He can't "get to a command prompt".
 
Yeah, it showed as good RAM . I didn't see anything in the BIOS about
Quick Boot?

I exchanged the hard drive with another Western DIgital 1.2MB Caviar
21200 that is know to be OK and now I can't even get it to a start up
screen. There's an LED on the front of the case that used to read 120
and now reads 78 when I start it up. I thought it indicated voltage
(just a guess) but now I don't have a clue.

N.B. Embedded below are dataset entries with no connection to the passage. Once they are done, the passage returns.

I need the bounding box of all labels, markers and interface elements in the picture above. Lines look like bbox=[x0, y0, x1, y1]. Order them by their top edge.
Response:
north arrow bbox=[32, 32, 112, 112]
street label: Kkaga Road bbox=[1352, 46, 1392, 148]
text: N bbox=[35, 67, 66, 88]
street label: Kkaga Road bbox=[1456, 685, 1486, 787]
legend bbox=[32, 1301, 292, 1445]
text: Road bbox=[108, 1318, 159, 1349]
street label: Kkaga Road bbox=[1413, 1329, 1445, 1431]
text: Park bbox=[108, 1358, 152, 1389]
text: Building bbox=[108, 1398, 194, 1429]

Tried changing out the floppy and reversing all the cables to the
floppy and so forth, still no go. I can hear the hard drive spinning
up, but my screen remains blank now.

I don't hear any beeps upon start-up now, either.
 
....
I exchanged the hard drive with another Western DIgital 1.2MB
Caviar 21200 that is know to be OK and now I can't even get it to a
start up screen.

Disconnect the floppy disk drive cable and any other cables you might
have reversed, as you stated below.

After that, I would do this.
.... Remove all hard disk drives, CD-ROM drives, and any other drives
except the floppy disk drive.
.... Remove memory except for one chip, probably keep the one in slot
0.
.... Remove all PCI/ISA/whatever cards except your video card.
.... Disconnect all cables except power, video, and keyboard.
.... In other words, remove everything except what you might need to
get to the boot floppy disk. That is mainboard, CPU, memory, video
card, floppy disk drive, keyboard and monitor.

Figure out how to connect the floppy disk drive cable correctly, and
then reconnect it. Use a permanent marker to write on the FDD cable.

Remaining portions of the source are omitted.